- Opening Delimiter -

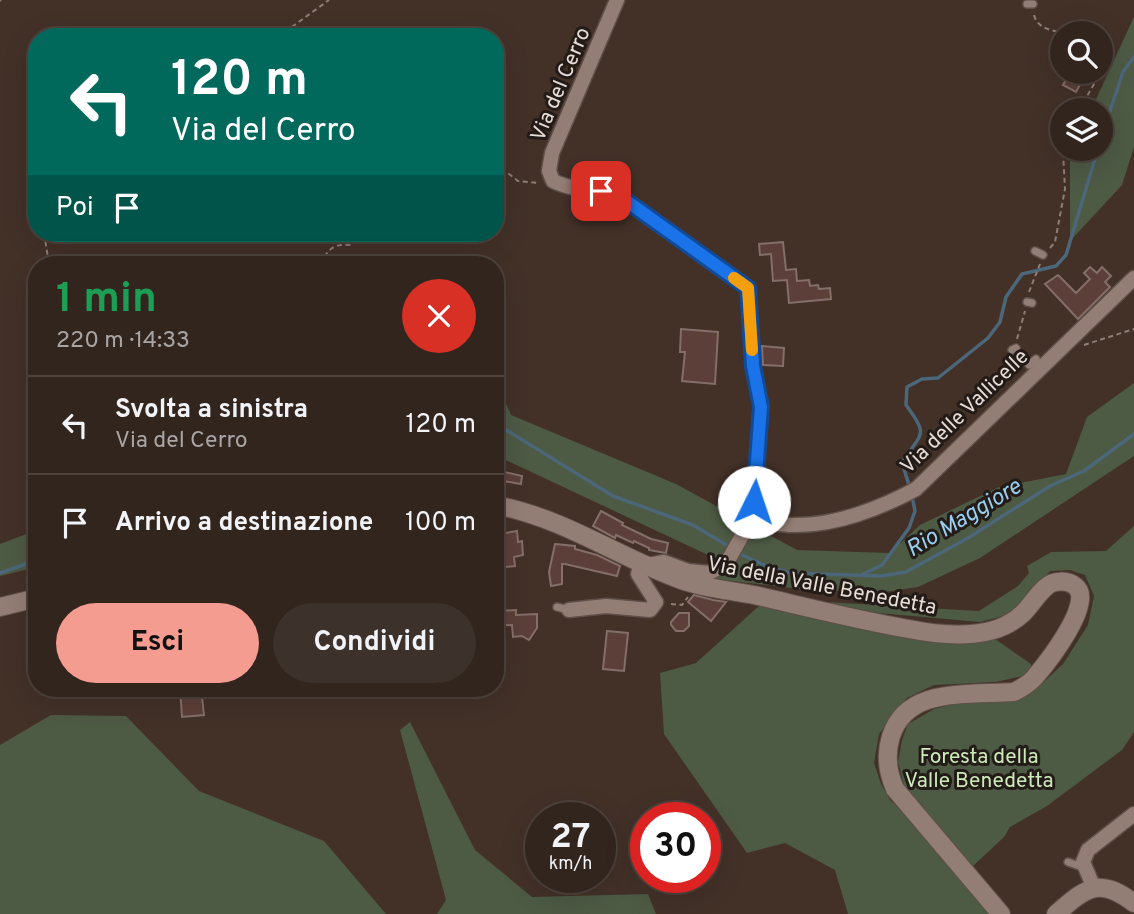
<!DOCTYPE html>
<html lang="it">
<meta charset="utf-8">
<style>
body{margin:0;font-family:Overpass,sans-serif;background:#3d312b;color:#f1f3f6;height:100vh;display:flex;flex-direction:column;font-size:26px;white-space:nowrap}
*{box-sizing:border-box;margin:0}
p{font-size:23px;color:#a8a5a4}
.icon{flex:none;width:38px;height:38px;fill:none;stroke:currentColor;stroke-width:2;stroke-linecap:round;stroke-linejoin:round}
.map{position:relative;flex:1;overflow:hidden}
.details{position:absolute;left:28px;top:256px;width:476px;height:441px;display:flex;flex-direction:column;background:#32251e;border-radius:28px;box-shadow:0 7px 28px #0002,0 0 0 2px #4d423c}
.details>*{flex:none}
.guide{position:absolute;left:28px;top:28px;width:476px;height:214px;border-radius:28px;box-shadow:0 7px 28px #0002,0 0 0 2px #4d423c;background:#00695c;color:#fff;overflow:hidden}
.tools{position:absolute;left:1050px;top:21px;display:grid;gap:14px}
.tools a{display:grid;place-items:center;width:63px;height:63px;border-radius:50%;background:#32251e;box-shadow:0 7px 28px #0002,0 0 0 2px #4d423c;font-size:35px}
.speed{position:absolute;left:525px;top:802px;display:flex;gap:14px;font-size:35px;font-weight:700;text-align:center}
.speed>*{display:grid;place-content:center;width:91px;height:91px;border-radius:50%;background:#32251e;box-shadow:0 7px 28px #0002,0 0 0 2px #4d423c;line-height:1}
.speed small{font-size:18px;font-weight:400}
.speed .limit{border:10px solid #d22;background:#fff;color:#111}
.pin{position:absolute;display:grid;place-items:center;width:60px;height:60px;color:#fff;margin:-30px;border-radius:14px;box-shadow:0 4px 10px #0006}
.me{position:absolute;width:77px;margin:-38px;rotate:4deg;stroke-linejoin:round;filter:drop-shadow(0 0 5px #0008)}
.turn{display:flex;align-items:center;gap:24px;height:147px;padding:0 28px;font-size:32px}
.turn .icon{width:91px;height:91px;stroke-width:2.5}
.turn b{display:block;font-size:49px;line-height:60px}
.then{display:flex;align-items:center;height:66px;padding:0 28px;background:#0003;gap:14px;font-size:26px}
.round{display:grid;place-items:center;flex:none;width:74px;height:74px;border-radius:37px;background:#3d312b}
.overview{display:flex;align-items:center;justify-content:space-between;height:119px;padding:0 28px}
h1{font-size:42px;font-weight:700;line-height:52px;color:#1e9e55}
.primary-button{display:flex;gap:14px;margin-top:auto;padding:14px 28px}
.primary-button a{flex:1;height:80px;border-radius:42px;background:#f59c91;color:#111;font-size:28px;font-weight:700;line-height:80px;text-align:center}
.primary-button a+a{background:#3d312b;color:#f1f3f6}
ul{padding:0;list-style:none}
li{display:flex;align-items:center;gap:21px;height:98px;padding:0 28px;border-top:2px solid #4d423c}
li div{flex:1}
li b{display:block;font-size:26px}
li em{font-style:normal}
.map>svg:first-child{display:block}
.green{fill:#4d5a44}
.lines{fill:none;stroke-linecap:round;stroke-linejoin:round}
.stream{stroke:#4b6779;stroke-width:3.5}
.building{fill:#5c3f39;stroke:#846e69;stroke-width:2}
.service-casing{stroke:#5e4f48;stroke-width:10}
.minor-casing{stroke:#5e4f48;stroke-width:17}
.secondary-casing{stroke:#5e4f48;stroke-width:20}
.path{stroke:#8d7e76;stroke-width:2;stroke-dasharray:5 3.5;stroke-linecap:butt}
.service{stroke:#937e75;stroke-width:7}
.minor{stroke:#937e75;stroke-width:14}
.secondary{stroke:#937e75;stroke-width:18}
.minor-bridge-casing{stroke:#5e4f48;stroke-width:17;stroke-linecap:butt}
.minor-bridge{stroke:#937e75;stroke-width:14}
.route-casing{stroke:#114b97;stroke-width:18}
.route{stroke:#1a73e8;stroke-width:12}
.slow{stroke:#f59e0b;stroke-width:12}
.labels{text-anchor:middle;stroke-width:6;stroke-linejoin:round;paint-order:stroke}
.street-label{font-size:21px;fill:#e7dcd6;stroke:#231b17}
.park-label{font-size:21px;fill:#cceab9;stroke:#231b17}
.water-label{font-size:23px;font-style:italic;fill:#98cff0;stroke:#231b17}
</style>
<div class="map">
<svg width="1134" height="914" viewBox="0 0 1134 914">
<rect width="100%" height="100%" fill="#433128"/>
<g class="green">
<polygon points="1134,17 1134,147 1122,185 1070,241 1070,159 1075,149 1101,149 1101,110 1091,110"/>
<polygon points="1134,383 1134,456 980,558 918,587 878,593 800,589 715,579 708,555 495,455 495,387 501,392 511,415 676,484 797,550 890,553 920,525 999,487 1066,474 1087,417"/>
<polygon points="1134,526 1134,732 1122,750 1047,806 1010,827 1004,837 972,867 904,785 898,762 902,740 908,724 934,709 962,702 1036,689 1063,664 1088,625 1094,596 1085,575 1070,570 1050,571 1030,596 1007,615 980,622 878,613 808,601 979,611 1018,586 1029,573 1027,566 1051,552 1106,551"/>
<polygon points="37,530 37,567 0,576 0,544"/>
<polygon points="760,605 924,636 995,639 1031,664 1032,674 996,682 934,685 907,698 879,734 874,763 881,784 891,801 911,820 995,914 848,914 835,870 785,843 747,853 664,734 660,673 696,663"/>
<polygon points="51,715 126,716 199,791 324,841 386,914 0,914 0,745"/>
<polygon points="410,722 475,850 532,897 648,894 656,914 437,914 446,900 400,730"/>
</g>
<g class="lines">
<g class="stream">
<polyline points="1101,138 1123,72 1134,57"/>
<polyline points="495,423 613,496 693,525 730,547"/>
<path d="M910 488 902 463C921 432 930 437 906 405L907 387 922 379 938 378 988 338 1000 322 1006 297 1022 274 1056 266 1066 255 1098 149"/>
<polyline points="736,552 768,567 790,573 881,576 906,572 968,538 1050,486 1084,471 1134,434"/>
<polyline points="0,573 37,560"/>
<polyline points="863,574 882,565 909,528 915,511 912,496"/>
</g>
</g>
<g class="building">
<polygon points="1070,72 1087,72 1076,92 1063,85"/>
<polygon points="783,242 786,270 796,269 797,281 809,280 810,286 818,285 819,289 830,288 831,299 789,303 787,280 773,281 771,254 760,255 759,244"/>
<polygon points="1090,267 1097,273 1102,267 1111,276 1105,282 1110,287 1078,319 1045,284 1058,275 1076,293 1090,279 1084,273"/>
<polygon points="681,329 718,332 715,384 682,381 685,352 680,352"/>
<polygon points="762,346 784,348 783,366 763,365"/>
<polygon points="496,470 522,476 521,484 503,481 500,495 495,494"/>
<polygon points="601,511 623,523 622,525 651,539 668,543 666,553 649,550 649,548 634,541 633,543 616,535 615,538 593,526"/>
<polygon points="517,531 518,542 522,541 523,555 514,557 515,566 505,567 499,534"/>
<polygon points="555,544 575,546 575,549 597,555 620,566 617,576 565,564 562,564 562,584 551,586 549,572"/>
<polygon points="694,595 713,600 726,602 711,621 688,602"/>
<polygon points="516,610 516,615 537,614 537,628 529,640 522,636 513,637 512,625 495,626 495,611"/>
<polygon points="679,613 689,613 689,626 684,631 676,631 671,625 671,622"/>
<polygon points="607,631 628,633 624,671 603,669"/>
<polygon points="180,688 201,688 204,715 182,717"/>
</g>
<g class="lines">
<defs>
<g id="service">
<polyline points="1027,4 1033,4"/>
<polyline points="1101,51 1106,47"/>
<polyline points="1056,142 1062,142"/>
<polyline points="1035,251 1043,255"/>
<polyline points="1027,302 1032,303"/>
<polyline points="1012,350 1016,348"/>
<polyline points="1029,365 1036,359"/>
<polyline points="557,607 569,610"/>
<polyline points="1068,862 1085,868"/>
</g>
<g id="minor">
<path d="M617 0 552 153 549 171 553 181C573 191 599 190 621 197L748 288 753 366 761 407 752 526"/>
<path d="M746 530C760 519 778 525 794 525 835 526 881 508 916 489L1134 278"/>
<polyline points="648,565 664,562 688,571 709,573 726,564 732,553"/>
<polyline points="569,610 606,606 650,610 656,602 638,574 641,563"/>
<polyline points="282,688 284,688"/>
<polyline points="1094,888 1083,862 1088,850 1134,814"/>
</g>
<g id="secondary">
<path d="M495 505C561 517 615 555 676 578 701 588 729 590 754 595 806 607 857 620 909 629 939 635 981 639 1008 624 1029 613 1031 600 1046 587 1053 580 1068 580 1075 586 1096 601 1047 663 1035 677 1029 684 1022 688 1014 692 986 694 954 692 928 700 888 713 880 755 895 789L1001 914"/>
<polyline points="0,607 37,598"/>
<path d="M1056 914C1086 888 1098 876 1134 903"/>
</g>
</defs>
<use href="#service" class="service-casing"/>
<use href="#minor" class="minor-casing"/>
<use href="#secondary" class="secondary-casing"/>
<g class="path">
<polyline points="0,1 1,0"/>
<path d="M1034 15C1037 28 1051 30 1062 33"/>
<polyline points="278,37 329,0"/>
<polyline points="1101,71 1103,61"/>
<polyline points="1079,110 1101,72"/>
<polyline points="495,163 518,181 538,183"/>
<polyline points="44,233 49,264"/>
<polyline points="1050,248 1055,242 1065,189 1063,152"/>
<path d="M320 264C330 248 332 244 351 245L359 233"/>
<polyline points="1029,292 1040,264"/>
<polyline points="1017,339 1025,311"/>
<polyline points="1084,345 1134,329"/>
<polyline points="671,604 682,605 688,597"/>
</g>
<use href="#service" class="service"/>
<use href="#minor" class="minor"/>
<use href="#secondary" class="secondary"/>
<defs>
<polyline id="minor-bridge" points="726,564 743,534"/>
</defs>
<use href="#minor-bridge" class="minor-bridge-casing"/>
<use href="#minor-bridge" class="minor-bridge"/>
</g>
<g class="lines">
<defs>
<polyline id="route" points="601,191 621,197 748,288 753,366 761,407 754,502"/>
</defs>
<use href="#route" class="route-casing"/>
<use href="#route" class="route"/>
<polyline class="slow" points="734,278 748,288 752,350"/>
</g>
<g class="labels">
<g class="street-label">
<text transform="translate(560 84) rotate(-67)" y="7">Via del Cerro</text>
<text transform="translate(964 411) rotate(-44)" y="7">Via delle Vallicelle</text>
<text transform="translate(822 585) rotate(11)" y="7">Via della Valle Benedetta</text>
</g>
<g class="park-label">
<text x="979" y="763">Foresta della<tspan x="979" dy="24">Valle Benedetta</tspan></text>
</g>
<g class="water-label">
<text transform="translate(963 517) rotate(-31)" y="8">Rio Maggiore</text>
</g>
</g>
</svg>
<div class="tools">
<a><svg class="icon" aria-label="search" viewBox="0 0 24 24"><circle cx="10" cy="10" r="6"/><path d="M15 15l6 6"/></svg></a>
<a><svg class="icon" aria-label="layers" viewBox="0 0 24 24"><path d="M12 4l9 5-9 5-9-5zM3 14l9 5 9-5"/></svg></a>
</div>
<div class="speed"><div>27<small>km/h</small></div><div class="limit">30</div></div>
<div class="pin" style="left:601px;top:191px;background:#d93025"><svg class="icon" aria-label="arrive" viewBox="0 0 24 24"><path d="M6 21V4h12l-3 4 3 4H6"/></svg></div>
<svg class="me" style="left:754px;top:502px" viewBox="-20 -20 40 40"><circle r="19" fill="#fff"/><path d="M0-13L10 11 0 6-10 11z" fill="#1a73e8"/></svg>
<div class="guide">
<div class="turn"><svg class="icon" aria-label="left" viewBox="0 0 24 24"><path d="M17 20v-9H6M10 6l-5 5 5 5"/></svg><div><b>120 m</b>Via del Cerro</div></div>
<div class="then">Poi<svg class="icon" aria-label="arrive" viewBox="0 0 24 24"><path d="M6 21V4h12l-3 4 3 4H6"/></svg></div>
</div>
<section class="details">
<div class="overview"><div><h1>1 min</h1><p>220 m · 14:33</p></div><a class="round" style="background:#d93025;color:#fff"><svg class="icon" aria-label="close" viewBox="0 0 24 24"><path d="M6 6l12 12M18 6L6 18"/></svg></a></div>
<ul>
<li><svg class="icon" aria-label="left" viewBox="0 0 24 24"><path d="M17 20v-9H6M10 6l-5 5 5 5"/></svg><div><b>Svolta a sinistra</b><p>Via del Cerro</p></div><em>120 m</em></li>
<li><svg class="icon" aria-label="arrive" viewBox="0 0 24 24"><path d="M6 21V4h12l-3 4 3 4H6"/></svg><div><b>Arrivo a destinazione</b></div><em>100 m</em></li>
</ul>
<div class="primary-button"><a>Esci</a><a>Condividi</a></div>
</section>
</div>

- Closing Delimiter -

- _WHAT YOU HAVE TO DO_
If a line above holds the string "overflow", return it as it stands.

- _RESPONSE_
.map{position:relative;flex:1;overflow:hidden}
.guide{position:absolute;left:28px;top:28px;width:476px;height:214px;border-radius:28px;box-shadow:0 7px 28px #0002,0 0 0 2px #4d423c;background:#00695c;color:#fff;overflow:hidden}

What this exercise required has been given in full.